Take a Technology Time-out
Time away can allow emotions to cool down. It’s hard to make good decisions when emotional. Passage of time also encourages others to move on.
Create a fresh account. Just be sure that when deactivating the old account you read the fine print to make sure it’s truly disconnected.
As a parent, know that your teen is probably already feeling badly. Offer to help without causing additional shame or embarrassment.
Help your teen learn from mistakes to make better online decisions in the future. Consider setting up smart online guidelines to follow.
What Teens Can Do
If your teen needs a more immediate plan to get over a bad online decision, Knorr pinpoints the below strategies:
- Create a New Account: If a mistake feels too unwieldy to resolve quickly, teens may consider shutting down their social media account and creating a new one. Starting fresh is likely to help.
- Take a Digital Vacation: Encourage your child to go offline, even just for a little while. This can be difficult for teens who rely on social media to connect with friends, but a temporary break is useful while situations are running hot.
- Apologize: Urge your teen or tween to say, “I’m sorry.” If possible, the apology should be made in person. If necessary, advise your child to make his or her apology public.
What Parents Can Do
- Advocate for Your Teen: Speak up on your child’s behalf. If you think talking with the principal or counselor at your teen’s school will help, don’t hesitate. Perhaps looping in a trusted teacher or coach, or clergy member. Take advantage of the community that already surrounds and supports you.

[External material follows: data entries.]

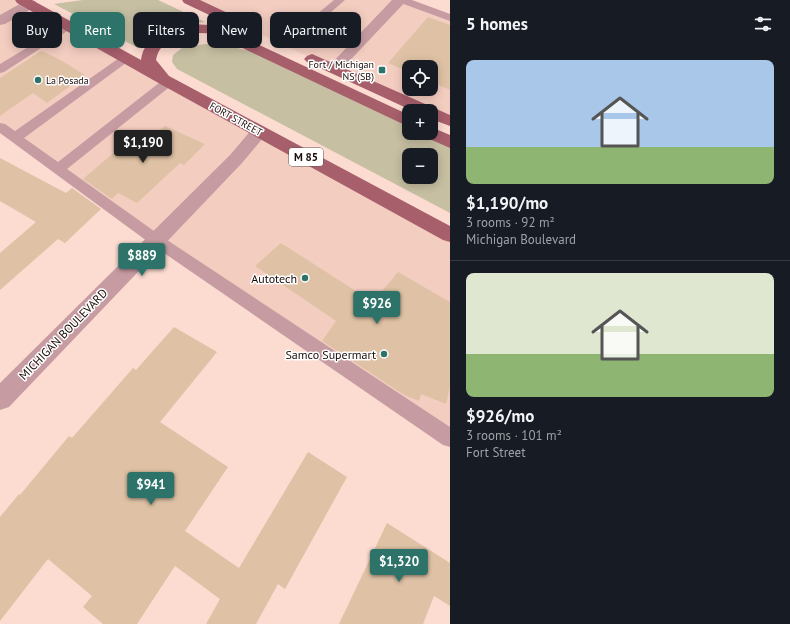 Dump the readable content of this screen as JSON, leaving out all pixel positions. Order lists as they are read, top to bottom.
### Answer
{
  "streets": {
    "main road": ["FORT STREET", "M 85"],
    "street": ["MICHIGAN BOULEVARD"]
  },
  "crossings": [
    ["FORT STREET", "MICHIGAN BOULEVARD"]
  ],
  "places": {
    "transit": ["Fort / Michigan NS (SB)"],
    "other": ["La Posada", "Autotech", "Samco Supermart"]
  },
  "page": {
    "heading": "5 homes",
    "chip": [
      "Buy",
      "Rent",
      "Filters",
      "New",
      "Apartment"
    ],
    "list": [
      {
        "name": "$1,190/mo",
        "note": "3 rooms · 92 m² · Michigan Boulevard"
      },
      {
        "name": "$926/mo",
        "note": "3 rooms · 101 m² · Fort Street"
      }
    ],
    "map_buttons": ["+", "−"],
    "price": [
      "$1,190",
      "$889",
      "$926",
      "$941",
      "$1,320"
    ]
  }
} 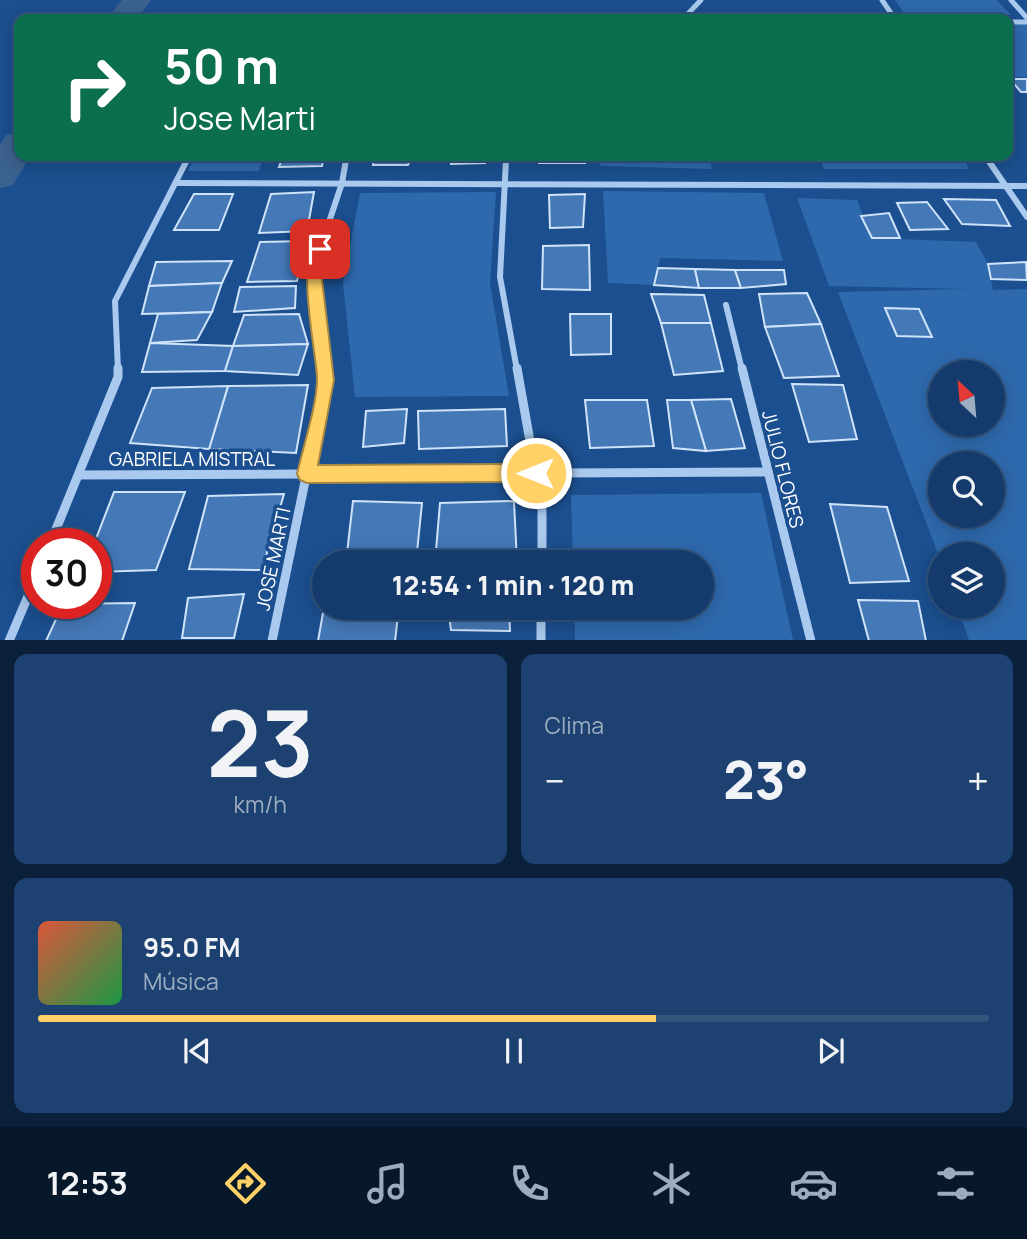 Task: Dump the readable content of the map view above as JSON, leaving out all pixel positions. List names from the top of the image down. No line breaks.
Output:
{"streets":{"street":["GABRIELA MISTRAL","JULIO FLORES","JOSE MARTI"]},"crossings":[["GABRIELA MISTRAL","JULIO FLORES"],["GABRIELA MISTRAL","JOSE MARTI"]],"north":"top left","page":{"turn":["50 m","Jose Marti"],"limit":"30","trip":"12:54 · 1 min · 120 m","tile":[["23","km/h"],"Clima"],"heat":["−","23°","+"],"song":["95.0 FM","Música"],"tabs":"12:53"}}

- Get Familiar with Helpful Resources: There are numerous resources that help parents navigate this often complicated digital space. One option is HealthyChildren.org. Another great resource is the Family Online Safety Institute. You may also want to follow the reporting of CNN digital correspondent Kelly Wallace. Wallace focuses on issues facing parents in this relatively new online age.
- Help Your Child Recognize Positive Relationships: Online friendships can be tricky. Relationships on social media may overlap with those in the real world, but sometimes they don’t. In some cases, teens are friendly with friends of friends, some they’ve never met in person. Ensure your child is surrounding him or herself with friends who make them feel good about themselves. Good friends are essential for every individual’s physical and mental well-being.
Once something is posted online, it can be very difficult to make it disappear forever. We must teach this reality to our children. And if teens post words or images they regret, do not embarrass them. Help them. Empower them to move forward and avoid mistakes in the future.